En effet, le gouvernorat d’Hadramaout à l’Est du Yémen a curieusement été épargné par les bombardements saoudiens. La province, la plus large du Yémen, contient le plus gros des ressources pétrolières et gazières restantes du Yémen.

« L’intérêt primordial porté par le Royaume à ce gouvernorat résulte de la possible construction d’un oléoduc. Un tel oléoduc a longtemps été un rêve pour le gouvernement d’Arabie saoudite, » observe Michael Horton, un analyste principal du Yémen à la fondation Jamestown. « Un oléoduc passant par Hadramaout donnerait à l’Arabie saoudite et ses alliés du Golfe un accès direct au golfe d’Aden et de l’océan Indien ; cela leur permettrait de contourner le détroit d’Ormuz, un point de passage obligatoire qui pourrait être, au moins temporairement, bloqué par l’Iran dans un futur conflit. La perspective de sécuriser une route pour un futur oléoduc passant par Hadramaout figure probablement dans  une stratégie globale à long terme de l’Arabie saoudite au Yémen. »

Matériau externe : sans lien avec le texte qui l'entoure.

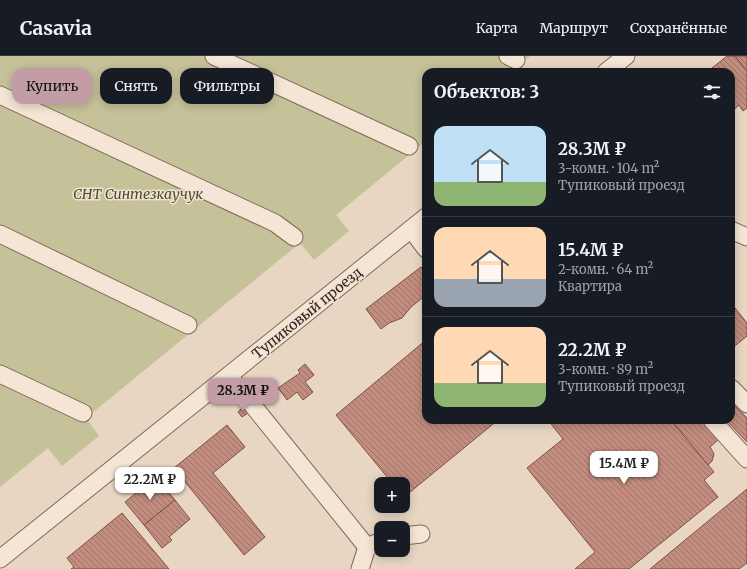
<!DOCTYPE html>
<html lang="ru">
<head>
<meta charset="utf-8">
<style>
	:root { --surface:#171b24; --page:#20242c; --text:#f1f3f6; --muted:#9ea1a6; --line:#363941; --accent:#c29da6 }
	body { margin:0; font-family:Merriweather,serif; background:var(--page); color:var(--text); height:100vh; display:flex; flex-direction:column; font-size:15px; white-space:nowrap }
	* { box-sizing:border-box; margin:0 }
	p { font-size:13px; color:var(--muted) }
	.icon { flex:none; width:22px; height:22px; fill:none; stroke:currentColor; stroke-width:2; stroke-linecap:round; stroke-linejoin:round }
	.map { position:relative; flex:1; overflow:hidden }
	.side { position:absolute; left:422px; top:12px; width:313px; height:356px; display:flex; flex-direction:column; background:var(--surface); border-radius:12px; box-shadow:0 2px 10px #0003 }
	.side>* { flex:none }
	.hud { position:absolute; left:12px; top:12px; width:350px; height:36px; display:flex; gap:8px }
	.fabs { position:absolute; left:374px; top:421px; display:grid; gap:8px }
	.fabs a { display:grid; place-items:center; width:36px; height:36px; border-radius:8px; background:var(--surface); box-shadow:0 2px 10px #0003; font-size:20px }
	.price { position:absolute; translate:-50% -34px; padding:0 9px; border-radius:8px; background:#fff; color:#222; font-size:13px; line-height:26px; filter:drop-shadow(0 1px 2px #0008) }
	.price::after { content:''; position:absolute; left:50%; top:24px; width:12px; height:9px; margin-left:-6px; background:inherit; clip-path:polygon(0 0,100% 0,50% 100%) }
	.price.on { background:var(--accent); color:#111 }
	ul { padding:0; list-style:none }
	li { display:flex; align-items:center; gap:12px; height:100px; padding:0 12px }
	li+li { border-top:1px solid var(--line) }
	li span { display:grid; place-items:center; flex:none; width:112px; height:80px; border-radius:12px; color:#555 }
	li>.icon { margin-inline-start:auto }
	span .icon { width:48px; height:48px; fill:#fffc; stroke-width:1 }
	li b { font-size:17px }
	h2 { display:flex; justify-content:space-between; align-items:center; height:48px; padding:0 12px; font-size:17px }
	.pill { padding:0 14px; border-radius:12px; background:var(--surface); box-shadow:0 2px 10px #0003; font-size:14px; line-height:36px }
	.pill.on { background:var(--accent); color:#111 }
	header { display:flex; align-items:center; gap:24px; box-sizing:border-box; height:56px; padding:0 20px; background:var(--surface); border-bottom:1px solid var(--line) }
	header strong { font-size:19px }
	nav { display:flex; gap:22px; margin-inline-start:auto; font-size:14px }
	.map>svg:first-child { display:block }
	.garden { fill:#c5c199 }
	.building { fill:url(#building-back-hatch); stroke:#7c5145 }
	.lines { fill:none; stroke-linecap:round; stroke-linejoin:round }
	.minor-casing { stroke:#80695c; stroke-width:19 }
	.minor { stroke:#f4e5d5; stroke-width:17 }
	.labels { text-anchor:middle; stroke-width:3; stroke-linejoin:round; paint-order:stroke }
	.park-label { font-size:14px; font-style:italic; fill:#4a4c28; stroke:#f0e2d2 }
	.street-label { font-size:14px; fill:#32241f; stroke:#f0e2d2 }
</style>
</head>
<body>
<header>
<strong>Casavia</strong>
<nav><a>Карта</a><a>Маршрут</a><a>Сохранённые</a></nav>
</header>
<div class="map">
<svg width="747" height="513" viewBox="0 0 747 513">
	<defs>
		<pattern id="building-back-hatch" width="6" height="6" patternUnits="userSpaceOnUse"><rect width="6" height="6" fill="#c28d7e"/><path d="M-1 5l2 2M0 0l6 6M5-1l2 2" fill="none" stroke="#9e7367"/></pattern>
	</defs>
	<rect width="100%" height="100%" fill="#e8d6c3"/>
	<!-- garden -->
	<polygon class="garden" points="0,0 530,0 510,16 426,16 426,85 336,159 349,175 314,204 300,187 86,362 99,380 62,410 48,392 0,431"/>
	<!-- building -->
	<g class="building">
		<polygon points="727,0 735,0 747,15 747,52 743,55 739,49 731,56 731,16 707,16"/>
		<polygon points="735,0 747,0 747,15"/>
		<polygon points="421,211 426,217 426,239 411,251 402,262 389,267 381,273 366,253"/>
		<polygon points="731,247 747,267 747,280 731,293"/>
		<polygon points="426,284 426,364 498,364 404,441 403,428 393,428 336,359"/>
		<polygon points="305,308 314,319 305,326 313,336 303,344 297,336 287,344 278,332 300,317 298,314"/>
		<polygon points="731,345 747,362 747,386 726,364 731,364"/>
		<polygon points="243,351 248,357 242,361 238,356"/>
		<polygon points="548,364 671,364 714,416 704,424 718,441 629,513 575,513 595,496 527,412 563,383"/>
		<polygon points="671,364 703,364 719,383 710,391 714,398 712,405 708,409"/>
		<polygon points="227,369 245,391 213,417 265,481 244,499 174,412"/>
		<polygon points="156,421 175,444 144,469 125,446"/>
		<polygon points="747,433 747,507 739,513 650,513"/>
		<polygon points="175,444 190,463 169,481 172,484 162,492 144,469"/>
		<polygon points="122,457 169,513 71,513 74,511 67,502"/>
	</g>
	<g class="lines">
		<defs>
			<g id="minor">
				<polyline points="214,0 409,90"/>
				<polyline points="508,0 516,4"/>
				<polyline points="606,16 626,0"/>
				<polyline points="0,39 275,167 294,181"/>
				<polyline points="411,173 426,193"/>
				<polyline points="731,174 747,181"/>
				<polyline points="0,178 188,269"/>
				<polyline points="0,318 83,357"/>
				<polyline points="229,320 367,491"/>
				<polyline points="731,332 747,348"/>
				<polyline points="712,364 747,403"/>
				<polyline points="403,480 421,478"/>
				<polyline points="0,503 426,161"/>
				<polyline points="360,513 367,491 381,485"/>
			</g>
		</defs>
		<!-- minor casing -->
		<use href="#minor" class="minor-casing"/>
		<!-- minor -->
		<use href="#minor" class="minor"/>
	</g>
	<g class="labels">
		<!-- park labels -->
		<g class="park-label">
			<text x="138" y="143">СНТ Синтезкаучук</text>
		</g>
		<!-- street labels -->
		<g class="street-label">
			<text transform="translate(307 257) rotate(-39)" y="5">Тупиковый проезд</text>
		</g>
	</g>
</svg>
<div class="fabs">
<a>+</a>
<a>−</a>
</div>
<b class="price on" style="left:243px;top:356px">28.3M ₽</b>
<b class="price" style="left:624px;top:429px">15.4M ₽</b>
<b class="price" style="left:150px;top:445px">22.2M ₽</b>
<div class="hud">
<a class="pill on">Купить</a>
<a class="pill">Снять</a>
<a class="pill">Фильтры</a>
</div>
<section class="side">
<h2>Объектов: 3<svg class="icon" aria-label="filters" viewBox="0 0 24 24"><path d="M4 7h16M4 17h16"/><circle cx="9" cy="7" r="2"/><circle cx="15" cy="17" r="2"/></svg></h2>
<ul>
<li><span style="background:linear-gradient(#bfe0f5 70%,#8fb573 0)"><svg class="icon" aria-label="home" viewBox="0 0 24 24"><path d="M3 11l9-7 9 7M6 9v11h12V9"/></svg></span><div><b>28.3M ₽</b><p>3-комн. · 104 m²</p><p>Тупиковый проезд</p></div></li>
<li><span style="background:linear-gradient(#ffd9b3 65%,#9aa5b1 0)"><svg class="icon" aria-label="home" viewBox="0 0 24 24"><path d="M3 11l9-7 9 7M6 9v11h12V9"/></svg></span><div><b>15.4M ₽</b><p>2-комн. · 64 m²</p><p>Квартира</p></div></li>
<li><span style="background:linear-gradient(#ffd9b3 70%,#8fb573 0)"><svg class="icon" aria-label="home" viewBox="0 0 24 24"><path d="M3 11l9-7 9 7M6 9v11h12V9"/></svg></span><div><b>22.2M ₽</b><p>3-комн. · 89 m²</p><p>Тупиковый проезд</p></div></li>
</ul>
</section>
</div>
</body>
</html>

Cela dit, les officiels occidentaux sont soucieux d’éviter une prise de conscience publique de la géopolitique énergétique derrière l’escalade du conflit.

L’année dernière, une analyse sans concession sur ces questions était postée sur le blog personnel de Joke Buringa le 2 juin 2015, une conseillère supérieure sur la sécurité et l’État de droit au Yémen au ministère des Affaires étrangères des Pays-Bas.

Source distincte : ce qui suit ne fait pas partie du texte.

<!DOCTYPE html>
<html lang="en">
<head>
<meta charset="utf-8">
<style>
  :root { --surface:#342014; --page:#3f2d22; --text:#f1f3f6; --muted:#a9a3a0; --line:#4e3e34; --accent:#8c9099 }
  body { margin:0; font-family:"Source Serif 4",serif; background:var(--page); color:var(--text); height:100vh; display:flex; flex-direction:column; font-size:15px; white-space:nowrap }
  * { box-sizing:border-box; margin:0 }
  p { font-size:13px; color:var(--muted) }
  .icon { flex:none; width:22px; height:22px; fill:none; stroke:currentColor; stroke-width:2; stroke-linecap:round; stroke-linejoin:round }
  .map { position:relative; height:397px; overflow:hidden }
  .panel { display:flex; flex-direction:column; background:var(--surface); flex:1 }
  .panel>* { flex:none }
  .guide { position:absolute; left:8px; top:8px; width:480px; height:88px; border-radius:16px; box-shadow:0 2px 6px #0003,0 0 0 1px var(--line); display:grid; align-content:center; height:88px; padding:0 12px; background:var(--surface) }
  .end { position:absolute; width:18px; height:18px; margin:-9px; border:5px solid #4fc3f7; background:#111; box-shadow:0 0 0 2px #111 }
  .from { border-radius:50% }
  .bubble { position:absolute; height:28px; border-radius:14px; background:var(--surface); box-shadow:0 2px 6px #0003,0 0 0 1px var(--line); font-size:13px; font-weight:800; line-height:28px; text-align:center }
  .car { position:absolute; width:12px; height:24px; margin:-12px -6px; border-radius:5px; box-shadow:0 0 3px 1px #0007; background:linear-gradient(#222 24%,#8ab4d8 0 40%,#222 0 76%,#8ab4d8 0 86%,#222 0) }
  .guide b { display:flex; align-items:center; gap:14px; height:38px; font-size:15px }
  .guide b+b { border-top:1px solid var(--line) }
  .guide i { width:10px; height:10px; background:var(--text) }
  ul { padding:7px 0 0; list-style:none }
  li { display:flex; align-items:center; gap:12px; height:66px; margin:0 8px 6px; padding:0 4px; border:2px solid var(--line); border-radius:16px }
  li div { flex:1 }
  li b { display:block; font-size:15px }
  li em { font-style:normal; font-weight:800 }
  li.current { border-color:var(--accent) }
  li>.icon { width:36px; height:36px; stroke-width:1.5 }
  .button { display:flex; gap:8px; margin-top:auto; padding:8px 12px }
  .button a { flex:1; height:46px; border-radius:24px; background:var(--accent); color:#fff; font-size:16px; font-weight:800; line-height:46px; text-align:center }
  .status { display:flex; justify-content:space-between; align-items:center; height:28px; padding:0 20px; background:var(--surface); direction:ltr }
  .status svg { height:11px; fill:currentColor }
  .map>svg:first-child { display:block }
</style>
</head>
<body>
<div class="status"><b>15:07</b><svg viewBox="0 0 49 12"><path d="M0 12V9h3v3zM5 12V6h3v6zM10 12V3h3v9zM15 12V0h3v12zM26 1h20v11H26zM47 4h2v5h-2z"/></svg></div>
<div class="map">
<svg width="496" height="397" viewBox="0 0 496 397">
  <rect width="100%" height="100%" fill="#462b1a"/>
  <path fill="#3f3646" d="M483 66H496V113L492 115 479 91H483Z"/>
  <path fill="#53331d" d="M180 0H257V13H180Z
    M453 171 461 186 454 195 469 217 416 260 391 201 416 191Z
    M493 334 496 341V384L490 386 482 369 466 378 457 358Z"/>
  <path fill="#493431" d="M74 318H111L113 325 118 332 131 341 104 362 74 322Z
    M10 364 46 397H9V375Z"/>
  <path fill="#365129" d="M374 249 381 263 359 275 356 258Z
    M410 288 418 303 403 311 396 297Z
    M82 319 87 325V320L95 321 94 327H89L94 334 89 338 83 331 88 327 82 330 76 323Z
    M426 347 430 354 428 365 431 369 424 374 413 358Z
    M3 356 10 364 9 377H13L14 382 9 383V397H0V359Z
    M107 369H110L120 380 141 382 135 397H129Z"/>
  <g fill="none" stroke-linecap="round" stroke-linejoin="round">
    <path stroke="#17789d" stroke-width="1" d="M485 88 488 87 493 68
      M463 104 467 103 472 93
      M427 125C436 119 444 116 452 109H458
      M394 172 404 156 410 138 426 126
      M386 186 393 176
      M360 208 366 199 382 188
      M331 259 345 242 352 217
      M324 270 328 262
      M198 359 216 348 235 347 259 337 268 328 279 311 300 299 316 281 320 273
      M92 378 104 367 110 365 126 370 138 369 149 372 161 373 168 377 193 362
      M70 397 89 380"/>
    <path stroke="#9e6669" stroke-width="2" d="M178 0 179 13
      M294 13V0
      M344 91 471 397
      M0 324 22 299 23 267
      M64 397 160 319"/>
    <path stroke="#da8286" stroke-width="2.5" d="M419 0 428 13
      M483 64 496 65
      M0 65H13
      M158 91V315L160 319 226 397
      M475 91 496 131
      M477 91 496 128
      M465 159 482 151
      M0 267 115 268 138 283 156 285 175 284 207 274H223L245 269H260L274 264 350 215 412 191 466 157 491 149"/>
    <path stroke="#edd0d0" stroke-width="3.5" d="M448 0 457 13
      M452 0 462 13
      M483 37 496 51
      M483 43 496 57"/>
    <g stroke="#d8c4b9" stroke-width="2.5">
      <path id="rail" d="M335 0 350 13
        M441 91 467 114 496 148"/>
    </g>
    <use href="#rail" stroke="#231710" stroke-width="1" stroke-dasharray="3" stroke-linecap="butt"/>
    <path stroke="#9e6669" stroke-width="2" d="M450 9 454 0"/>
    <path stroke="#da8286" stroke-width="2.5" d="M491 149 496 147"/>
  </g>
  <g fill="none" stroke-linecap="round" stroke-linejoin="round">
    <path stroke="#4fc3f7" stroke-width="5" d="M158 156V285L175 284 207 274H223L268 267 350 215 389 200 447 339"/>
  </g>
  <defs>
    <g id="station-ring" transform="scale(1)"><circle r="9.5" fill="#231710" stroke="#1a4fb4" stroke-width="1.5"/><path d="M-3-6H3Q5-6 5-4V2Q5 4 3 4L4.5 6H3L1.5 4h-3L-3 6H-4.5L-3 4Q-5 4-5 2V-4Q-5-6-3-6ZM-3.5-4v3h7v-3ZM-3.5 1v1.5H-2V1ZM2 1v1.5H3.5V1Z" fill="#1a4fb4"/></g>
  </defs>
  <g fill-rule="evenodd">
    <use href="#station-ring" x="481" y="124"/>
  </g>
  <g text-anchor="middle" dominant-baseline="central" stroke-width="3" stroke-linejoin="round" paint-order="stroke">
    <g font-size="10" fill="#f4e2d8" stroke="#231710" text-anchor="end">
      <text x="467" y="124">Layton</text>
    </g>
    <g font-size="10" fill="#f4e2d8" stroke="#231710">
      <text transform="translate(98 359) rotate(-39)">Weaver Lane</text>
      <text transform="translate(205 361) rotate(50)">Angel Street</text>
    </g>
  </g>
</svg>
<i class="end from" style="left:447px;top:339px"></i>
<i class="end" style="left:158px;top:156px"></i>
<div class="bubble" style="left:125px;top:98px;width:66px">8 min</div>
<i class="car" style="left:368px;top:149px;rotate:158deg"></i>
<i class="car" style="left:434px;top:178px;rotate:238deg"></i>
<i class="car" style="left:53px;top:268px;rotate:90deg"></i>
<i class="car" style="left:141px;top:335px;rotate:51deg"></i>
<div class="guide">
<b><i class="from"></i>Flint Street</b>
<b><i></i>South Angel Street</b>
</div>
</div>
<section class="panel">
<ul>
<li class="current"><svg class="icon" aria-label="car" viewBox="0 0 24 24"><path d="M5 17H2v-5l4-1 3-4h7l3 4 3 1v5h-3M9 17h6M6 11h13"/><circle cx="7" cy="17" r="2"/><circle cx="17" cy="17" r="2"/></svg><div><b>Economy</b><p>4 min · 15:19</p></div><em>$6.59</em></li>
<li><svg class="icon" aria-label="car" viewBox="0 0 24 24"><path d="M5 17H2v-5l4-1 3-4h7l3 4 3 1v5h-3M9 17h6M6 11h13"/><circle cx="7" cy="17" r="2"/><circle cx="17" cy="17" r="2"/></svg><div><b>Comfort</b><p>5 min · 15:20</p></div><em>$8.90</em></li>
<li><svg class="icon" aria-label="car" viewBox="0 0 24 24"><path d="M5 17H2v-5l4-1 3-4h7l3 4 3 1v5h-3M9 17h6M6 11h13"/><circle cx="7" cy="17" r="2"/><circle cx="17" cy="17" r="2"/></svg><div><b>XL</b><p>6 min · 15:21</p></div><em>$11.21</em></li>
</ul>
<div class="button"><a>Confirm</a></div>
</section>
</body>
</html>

« La peur d’un blocage par l’Iran du détroit d’Ormuz, et les possibles désastreux résultats sur l’économie mondiale, ont existé depuis des années, » écrivait-elle dans l’article, titré « Diviser pour mieux régner : l’Arabie Saoudite, le pétrole et le Yémen. » « Les États-Unis mettent par conséquent la pression sur les pays du Golfe pour mettre en place des alternatives. En 2007 l’Arabie saoudite, le Bahreïn, les Émirats Arabes Unis, Oman et le Yémen ont conjointement créé le projet de l’oléoduc pétrolier Trans-arabique. Les nouveaux oléoducs devaient être construits depuis la ville saoudienne de Ras Tanura dans le Golfe persique et les Émirats Arabes Unis vers le Golfe d’Oman (une canalisation vers l’Émirat Fujaïrah et deux canalisations vers Oman) et vers le Golfe d’Aden (deux canalisations vers le Yémen). »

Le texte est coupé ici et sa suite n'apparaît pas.